What very remarkable circumstance is recorded relative to the population of the Antediluvian world?

After the death of Abel had been repaired in the family of Adam by the birth of Seth, an event of momentous importance to the destinies of the human race, the population of the Antediluvian world must have very rapidly and most prodigiously increased. One great cause of this vast accumulation of people, beyond any thing which can be imagined in the present situation of the world, was the immense term to which the life of man was protracted in this primitive period, frequently extending to considerably upwards of nine hundred years. There is no doubt that this longevity was intended to accomplish a most important design in the moral government of God. Since there was no written record of divine truth in these early ages, all religious knowledge must have been corrupted and impaired, if not entirely lost, had the generations of men risen and disappeared with the ra pidity of subsequent times. But since the lives of the Antediluvians were drawn out through the vast space of eight or nine centuries, they were enabled to in struct their posterity, to the eighth or ninth generations, in the facts and doctrines which they had received from the original source of truth and knowledge.
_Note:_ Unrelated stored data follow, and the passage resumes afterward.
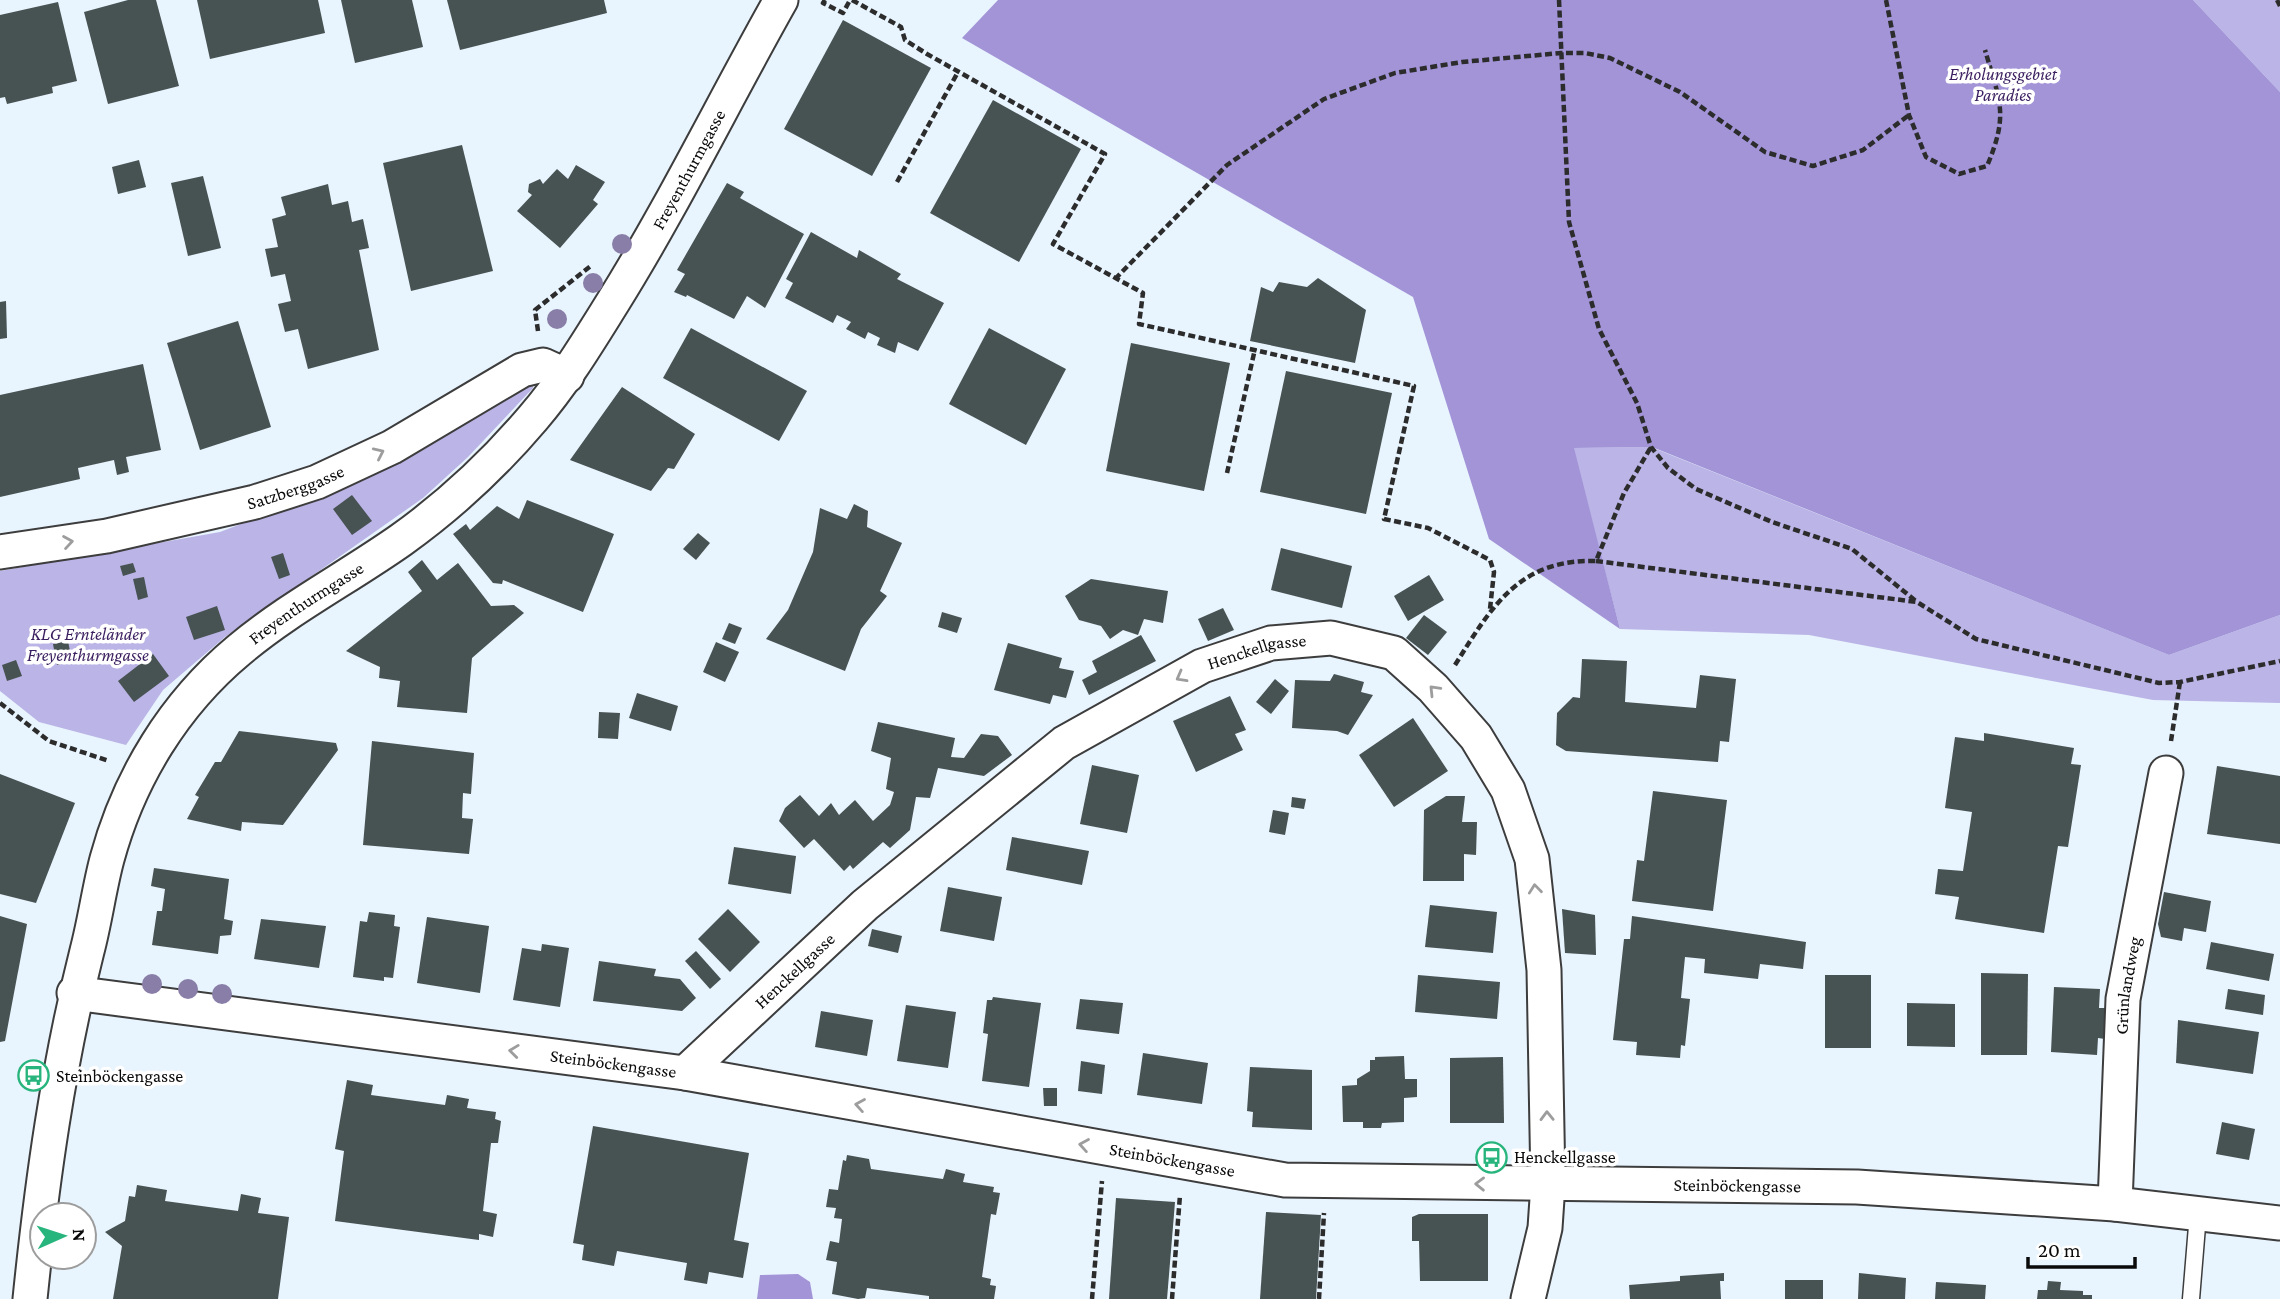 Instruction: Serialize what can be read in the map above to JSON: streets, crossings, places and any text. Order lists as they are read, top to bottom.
{
  "streets": {
    "street": [
      "Freyenthurmgasse",
      "Satzberggasse",
      "Henckellgasse",
      "Grünlandweg",
      "Steinböckengasse"
    ]
  },
  "crossings": [
    ["Freyenthurmgasse", "Satzberggasse"],
    ["Freyenthurmgasse", "Steinböckengasse"],
    ["Henckellgasse", "Steinböckengasse"],
    ["Grünlandweg", "Steinböckengasse"]
  ],
  "one_way": ["Satzberggasse", "Steinböckengasse"],
  "parks": ["Erholungsgebiet Paradies", "KLG Ernteländer Freyenthurmgasse"],
  "places": {
    "bus stop": ["Steinböckengasse", "Henckellgasse"]
  },
  "scale_bar": "20 m",
  "north": "right"
}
And not only was the truth originally communicated to Adam thus preserved, but it must have been preserved in its purity and simplicity, because of the very few intermediate individuals through whom it was transmitted. Of these intermediate individuals, there required but one, between Noah and Adam, viz. Methusaleh, who was upwards of two hundred years old when Adam died, and who himself was not removed from the world until the five hundred and ninetyninth, or six hundredth year of the life of Noah, that is in the year before, or the very year of the flood. When then the infinite importance of the truth which Adam had to convey is attentively estimated; when it is recollected, that he had to communicate the sublime history of the Creation, that he had to describe the horrors of the fall, that he had to magnify the mercy of God in the promise of a glorious victory over the malignant enemy of man, by the interposition of a great Deliverer, who was to appear among his descendants, and the nature of whose work was continually exhibited in the sacrifices which were offered in the presence of God-when these momentous objects are adequately considered, surely it will appear, that there was a sufficient design to account for the superior longevity of the ancient inhabitants of the world, and that in this very circumstance, there is to be discovered reason for the most exalted admiration of the wisdom and mercy of Him, who through every event of every age, has prepared for the illustrious display of his own glory, in the final accomplishment of the Redemption of man.

What was the moral character of the Antediluvians?

The awful and enormous corruption of the world, coincided with the immense increase of its population. The descendants of the pious Seth, called in the sacred narrative, the "Sons of God," formed unhallowed matrimonial connexions with the female descendants of Cain, designated "the daughters of men." It is a remarkable fact, that to the posterity of the first murderer, is to be ascribed, the invention of music and musical instruments, of the power of working in iron and brass, and of matters involving the promotion and success of pastoral employments. The consequence of

these unfortunate marriages, was the universal diffusion of profligacy and crime. Persons called giants were born, perhaps men of unrivalled stature and prowess, and evidently distinguished by the rashness, the pride, the presumption, the cruelty, and the reckless impiety, of their unhappy maternal ancestor. Licentiousness, profanity, and blood filled the world; all the gifts of God were desperately abused to the most abominable purposes; creation itself was accursed by the detestable crimes of its polluted inhabitants; and when "God looked upon the earth, behold it was corrupt, the earth was filled with violence, all flesh had corrupted his way upon the earth;" the patient forbearance of an insulted Creator was at length exhausted, and wrath to the uttermost came.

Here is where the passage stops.